WHAT YOU SHOULD DO: Pull every line containing "white" from the listing below.

LISTED RECORDS:
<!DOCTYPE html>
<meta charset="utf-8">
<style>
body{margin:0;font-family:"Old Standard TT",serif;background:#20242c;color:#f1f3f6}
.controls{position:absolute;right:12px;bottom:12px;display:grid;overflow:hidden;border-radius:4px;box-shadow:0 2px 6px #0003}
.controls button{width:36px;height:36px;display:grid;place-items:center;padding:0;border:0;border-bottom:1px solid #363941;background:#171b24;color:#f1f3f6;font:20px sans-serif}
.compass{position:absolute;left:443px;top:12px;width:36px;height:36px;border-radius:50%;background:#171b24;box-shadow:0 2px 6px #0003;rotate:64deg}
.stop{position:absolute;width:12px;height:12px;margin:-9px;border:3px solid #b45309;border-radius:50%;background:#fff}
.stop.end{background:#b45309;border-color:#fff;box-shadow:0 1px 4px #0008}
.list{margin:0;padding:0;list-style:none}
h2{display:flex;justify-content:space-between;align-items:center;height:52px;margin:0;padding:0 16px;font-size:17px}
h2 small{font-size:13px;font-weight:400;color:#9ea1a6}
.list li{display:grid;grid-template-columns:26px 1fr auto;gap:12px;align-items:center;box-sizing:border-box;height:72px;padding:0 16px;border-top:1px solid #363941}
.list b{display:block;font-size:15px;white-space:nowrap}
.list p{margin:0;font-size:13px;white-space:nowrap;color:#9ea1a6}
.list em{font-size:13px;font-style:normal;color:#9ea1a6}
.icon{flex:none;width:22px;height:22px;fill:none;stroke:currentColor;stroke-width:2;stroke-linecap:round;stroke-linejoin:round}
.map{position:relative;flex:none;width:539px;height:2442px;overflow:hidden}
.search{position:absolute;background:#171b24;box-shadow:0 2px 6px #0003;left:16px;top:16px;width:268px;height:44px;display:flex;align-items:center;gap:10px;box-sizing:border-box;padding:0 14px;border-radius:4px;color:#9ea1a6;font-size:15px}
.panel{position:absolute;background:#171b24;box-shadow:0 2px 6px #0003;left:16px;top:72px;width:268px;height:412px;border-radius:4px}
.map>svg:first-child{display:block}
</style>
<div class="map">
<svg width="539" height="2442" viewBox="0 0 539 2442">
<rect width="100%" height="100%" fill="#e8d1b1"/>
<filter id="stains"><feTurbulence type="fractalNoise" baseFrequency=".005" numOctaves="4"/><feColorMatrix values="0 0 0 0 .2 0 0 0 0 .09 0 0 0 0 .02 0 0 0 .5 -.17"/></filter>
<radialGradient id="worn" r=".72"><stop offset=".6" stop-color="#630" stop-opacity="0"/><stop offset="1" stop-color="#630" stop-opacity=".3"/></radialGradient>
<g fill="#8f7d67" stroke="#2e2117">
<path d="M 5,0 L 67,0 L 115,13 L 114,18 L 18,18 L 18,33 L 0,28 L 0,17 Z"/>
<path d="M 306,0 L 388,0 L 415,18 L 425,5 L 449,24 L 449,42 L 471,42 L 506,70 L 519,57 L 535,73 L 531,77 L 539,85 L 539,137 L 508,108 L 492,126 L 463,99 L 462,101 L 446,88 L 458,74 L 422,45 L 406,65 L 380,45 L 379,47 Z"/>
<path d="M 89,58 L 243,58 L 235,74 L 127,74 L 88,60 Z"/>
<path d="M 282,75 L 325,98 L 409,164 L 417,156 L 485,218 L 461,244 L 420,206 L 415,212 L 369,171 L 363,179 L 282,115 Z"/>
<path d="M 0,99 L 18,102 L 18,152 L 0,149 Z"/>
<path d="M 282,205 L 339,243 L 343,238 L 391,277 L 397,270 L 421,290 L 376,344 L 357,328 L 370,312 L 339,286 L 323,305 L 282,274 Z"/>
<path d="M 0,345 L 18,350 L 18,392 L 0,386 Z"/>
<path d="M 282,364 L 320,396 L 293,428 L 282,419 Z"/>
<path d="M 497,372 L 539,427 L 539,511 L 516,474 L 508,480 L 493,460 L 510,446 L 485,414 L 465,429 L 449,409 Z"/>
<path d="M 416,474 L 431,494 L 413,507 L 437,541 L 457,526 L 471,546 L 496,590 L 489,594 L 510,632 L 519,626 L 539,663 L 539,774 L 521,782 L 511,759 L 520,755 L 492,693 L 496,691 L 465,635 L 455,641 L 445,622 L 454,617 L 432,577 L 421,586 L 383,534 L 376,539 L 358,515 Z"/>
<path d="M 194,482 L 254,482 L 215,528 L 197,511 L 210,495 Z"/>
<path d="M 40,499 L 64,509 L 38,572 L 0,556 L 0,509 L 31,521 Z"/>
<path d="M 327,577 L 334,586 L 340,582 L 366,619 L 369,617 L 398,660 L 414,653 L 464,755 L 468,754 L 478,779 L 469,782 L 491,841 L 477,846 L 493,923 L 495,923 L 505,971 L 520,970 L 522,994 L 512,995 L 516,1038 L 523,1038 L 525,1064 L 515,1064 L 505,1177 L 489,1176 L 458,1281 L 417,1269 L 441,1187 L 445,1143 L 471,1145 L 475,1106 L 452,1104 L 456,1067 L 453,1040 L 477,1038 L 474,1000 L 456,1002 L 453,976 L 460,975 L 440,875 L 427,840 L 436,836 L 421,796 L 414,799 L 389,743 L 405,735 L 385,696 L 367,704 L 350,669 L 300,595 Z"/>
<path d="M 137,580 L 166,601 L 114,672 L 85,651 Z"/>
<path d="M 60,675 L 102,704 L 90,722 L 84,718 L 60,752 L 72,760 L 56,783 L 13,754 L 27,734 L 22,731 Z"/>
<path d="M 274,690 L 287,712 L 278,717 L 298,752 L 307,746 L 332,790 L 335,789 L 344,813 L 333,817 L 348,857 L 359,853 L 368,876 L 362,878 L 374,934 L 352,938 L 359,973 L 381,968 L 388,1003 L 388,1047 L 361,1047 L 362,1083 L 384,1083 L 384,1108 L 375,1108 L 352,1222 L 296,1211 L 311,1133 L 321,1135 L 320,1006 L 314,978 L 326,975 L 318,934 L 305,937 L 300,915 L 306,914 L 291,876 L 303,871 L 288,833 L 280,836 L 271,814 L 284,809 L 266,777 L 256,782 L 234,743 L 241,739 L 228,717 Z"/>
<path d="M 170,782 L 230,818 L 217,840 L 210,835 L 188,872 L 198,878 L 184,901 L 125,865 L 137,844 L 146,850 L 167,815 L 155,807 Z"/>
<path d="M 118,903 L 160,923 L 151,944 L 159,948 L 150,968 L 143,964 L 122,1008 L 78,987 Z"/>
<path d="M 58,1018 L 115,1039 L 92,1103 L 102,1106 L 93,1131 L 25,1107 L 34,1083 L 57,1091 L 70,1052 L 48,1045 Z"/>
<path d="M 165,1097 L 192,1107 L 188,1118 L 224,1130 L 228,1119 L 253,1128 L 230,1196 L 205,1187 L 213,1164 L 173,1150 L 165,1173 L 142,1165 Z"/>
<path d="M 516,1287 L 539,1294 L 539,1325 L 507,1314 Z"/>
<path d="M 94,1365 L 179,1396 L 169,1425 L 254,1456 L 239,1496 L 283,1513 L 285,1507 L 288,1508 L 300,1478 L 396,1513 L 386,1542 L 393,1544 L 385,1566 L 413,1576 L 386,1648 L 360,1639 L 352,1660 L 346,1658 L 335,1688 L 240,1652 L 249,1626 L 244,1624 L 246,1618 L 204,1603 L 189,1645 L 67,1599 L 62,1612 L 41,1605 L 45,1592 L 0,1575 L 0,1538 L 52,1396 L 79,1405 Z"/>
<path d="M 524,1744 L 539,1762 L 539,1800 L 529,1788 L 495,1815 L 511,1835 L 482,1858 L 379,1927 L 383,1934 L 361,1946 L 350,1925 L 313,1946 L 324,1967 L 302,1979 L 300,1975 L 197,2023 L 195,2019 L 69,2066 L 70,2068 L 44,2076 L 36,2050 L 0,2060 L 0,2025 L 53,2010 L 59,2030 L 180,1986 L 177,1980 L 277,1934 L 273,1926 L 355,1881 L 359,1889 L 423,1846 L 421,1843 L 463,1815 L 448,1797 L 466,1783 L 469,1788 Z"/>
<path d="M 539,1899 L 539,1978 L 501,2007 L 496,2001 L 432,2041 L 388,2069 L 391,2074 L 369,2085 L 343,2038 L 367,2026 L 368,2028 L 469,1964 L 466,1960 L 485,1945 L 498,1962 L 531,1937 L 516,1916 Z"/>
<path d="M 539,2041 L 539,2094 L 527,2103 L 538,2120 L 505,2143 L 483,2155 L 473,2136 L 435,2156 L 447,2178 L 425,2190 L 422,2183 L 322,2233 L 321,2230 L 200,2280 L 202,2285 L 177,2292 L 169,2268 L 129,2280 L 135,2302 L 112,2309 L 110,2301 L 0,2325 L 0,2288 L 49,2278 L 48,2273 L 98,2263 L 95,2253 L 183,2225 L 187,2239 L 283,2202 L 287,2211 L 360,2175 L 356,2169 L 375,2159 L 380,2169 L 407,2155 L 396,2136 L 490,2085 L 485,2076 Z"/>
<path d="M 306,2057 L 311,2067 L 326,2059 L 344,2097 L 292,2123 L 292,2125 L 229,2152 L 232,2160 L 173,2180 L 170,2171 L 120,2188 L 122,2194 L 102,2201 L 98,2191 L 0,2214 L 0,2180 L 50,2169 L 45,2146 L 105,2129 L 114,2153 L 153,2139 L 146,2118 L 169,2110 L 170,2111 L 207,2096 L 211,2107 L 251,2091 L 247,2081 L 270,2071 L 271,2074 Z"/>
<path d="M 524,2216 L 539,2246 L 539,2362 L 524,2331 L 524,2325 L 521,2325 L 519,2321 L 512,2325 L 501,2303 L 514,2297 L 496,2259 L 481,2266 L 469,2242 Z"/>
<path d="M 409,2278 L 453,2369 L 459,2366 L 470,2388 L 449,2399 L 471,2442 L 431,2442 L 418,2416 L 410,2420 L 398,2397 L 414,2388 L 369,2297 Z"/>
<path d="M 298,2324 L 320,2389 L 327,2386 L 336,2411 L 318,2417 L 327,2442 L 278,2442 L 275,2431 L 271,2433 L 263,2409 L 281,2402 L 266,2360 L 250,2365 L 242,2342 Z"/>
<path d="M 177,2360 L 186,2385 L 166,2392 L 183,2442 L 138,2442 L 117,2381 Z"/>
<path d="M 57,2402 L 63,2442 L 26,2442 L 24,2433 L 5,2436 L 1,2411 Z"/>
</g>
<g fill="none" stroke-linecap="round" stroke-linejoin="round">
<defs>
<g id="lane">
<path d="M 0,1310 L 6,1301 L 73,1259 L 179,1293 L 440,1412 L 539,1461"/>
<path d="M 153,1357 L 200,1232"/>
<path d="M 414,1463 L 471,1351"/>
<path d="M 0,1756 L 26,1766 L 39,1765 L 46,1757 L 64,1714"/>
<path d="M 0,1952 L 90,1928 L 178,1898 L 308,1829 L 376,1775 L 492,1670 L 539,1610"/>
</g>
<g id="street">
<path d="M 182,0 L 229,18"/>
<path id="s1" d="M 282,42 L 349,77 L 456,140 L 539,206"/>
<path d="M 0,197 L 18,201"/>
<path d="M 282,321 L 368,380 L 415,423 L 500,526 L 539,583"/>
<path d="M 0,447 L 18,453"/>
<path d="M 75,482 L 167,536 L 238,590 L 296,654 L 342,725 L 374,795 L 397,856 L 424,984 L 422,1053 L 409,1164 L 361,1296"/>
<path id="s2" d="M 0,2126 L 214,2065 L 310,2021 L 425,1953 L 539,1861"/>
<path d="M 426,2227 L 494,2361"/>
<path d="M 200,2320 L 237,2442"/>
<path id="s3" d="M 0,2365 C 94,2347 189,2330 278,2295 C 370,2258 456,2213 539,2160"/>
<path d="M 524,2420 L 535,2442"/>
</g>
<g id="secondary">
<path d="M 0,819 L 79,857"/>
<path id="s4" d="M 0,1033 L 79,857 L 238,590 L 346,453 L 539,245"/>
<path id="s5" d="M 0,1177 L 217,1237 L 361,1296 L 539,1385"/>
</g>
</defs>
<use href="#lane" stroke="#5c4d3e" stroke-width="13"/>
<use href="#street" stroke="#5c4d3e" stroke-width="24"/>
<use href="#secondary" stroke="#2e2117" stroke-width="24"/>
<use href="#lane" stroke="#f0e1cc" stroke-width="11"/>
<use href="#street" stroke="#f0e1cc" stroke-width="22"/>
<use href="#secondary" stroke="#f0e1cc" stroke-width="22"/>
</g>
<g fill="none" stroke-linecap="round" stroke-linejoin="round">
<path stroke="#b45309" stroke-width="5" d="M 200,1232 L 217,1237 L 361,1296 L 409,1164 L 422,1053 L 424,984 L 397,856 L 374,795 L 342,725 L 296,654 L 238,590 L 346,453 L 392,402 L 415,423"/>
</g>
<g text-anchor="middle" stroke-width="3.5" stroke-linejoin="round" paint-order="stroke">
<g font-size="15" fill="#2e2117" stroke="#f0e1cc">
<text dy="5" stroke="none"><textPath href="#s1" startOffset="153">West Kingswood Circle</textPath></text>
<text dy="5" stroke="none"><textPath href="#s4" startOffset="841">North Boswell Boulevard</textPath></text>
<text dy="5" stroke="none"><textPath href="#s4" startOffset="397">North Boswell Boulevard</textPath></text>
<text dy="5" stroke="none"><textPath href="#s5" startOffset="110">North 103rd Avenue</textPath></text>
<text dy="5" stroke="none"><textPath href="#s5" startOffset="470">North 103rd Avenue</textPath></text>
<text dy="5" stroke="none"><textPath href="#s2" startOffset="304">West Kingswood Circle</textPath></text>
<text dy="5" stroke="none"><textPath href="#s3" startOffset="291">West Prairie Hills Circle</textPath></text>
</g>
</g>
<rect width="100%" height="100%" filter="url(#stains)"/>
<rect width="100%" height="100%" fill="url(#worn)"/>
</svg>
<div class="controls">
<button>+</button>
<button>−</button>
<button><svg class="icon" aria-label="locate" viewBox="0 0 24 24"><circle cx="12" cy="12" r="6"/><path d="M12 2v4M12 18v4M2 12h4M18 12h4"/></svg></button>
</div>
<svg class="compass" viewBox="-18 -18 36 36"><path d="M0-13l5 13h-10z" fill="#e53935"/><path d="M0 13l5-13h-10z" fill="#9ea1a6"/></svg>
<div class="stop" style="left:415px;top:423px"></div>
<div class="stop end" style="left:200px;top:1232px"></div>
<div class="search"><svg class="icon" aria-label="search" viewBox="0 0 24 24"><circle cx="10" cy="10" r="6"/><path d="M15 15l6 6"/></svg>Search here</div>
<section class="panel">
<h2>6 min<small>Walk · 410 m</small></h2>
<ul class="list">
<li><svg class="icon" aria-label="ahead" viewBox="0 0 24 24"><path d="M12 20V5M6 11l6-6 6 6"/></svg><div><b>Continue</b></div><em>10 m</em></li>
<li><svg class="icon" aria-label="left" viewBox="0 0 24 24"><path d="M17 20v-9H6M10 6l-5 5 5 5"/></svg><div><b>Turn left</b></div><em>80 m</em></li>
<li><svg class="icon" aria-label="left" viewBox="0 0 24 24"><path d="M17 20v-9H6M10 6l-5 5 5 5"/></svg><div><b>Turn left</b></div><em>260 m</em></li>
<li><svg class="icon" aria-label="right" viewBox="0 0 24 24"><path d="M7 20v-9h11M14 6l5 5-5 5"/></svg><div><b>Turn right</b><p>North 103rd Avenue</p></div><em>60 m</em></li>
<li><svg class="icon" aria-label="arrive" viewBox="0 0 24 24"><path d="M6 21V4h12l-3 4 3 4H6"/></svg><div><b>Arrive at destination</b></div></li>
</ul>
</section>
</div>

ANSWER SPACE:
.list b{display:block;font-size:15px;white-space:nowrap}
.list p{margin:0;font-size:13px;white-space:nowrap;color:#9ea1a6}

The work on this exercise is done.